Data below Start Marker

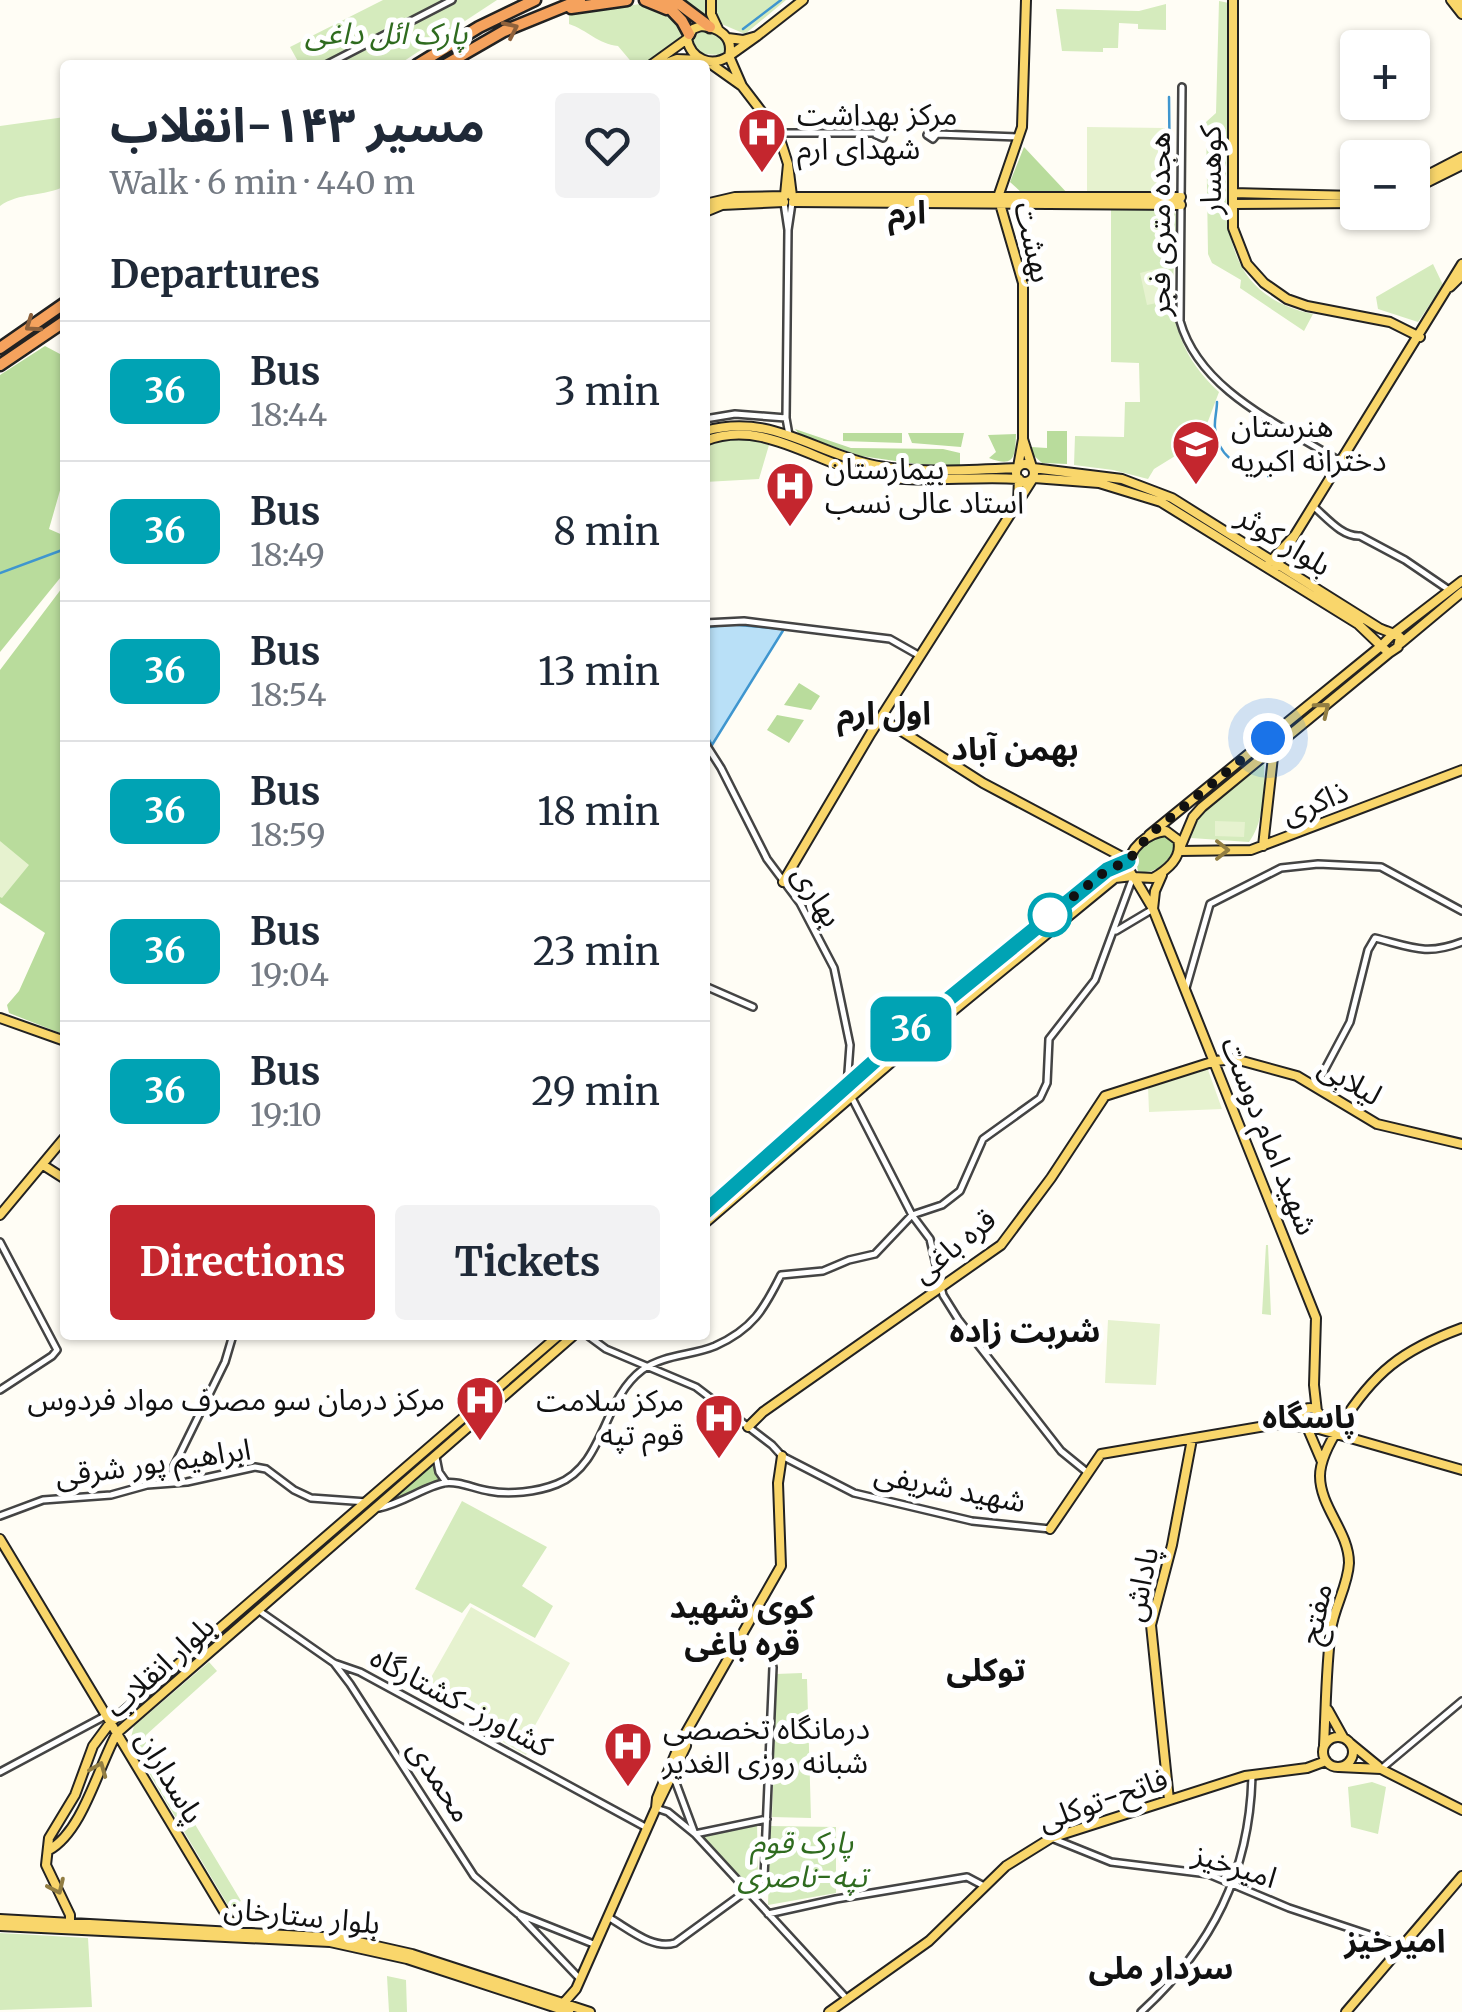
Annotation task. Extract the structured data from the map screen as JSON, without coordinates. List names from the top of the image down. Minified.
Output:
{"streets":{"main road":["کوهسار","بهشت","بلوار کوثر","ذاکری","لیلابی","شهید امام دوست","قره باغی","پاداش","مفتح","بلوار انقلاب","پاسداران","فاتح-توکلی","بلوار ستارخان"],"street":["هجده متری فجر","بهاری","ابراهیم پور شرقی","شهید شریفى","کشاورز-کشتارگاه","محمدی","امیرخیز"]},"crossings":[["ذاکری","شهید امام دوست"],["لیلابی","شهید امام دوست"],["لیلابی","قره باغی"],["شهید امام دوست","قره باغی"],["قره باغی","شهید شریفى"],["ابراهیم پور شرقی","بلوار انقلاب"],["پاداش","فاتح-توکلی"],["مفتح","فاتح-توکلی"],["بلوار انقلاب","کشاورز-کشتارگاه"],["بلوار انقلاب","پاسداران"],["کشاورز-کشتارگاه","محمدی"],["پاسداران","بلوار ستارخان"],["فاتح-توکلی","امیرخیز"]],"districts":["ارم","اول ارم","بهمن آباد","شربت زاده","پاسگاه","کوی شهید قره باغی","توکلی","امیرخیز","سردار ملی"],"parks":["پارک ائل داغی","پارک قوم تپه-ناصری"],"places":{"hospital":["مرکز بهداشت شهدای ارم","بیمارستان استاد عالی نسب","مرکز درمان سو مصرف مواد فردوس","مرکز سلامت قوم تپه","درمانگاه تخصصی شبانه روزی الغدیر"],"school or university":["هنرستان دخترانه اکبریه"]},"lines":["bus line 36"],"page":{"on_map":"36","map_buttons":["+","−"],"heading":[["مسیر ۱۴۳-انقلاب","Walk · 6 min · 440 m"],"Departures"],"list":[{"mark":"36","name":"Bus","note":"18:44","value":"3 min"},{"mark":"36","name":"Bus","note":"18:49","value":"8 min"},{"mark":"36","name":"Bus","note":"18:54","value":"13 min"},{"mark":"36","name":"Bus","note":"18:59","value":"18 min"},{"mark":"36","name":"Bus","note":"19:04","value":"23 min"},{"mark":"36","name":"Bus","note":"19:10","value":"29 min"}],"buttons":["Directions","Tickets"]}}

Data below End Marker

Instructions to follow: The expected result is the data above in exact form, free of pictures.

Completed task:
Annotation task. Extract the structured data from the map screen as JSON, without coordinates. List names from the top of the image down. Minified.
Output:
{"streets":{"main road":["کوهسار","بهشت","بلوار کوثر","ذاکری","لیلابی","شهید امام دوست","قره باغی","پاداش","مفتح","بلوار انقلاب","پاسداران","فاتح-توکلی","بلوار ستارخان"],"street":["هجده متری فجر","بهاری","ابراهیم پور شرقی","شهید شریفى","کشاورز-کشتارگاه","محمدی","امیرخیز"]},"crossings":[["ذاکری","شهید امام دوست"],["لیلابی","شهید امام دوست"],["لیلابی","قره باغی"],["شهید امام دوست","قره باغی"],["قره باغی","شهید شریفى"],["ابراهیم پور شرقی","بلوار انقلاب"],["پاداش","فاتح-توکلی"],["مفتح","فاتح-توکلی"],["بلوار انقلاب","کشاورز-کشتارگاه"],["بلوار انقلاب","پاسداران"],["کشاورز-کشتارگاه","محمدی"],["پاسداران","بلوار ستارخان"],["فاتح-توکلی","امیرخیز"]],"districts":["ارم","اول ارم","بهمن آباد","شربت زاده","پاسگاه","کوی شهید قره باغی","توکلی","امیرخیز","سردار ملی"],"parks":["پارک ائل داغی","پارک قوم تپه-ناصری"],"places":{"hospital":["مرکز بهداشت شهدای ارم","بیمارستان استاد عالی نسب","مرکز درمان سو مصرف مواد فردوس","مرکز سلامت قوم تپه","درمانگاه تخصصی شبانه روزی الغدیر"],"school or university":["هنرستان دخترانه اکبریه"]},"lines":["bus line 36"],"page":{"on_map":"36","map_buttons":["+","−"],"heading":[["مسیر ۱۴۳-انقلاب","Walk · 6 min · 440 m"],"Departures"],"list":[{"mark":"36","name":"Bus","note":"18:44","value":"3 min"},{"mark":"36","name":"Bus","note":"18:49","value":"8 min"},{"mark":"36","name":"Bus","note":"18:54","value":"13 min"},{"mark":"36","name":"Bus","note":"18:59","value":"18 min"},{"mark":"36","name":"Bus","note":"19:04","value":"23 min"},{"mark":"36","name":"Bus","note":"19:10","value":"29 min"}],"buttons":["Directions","Tickets"]}}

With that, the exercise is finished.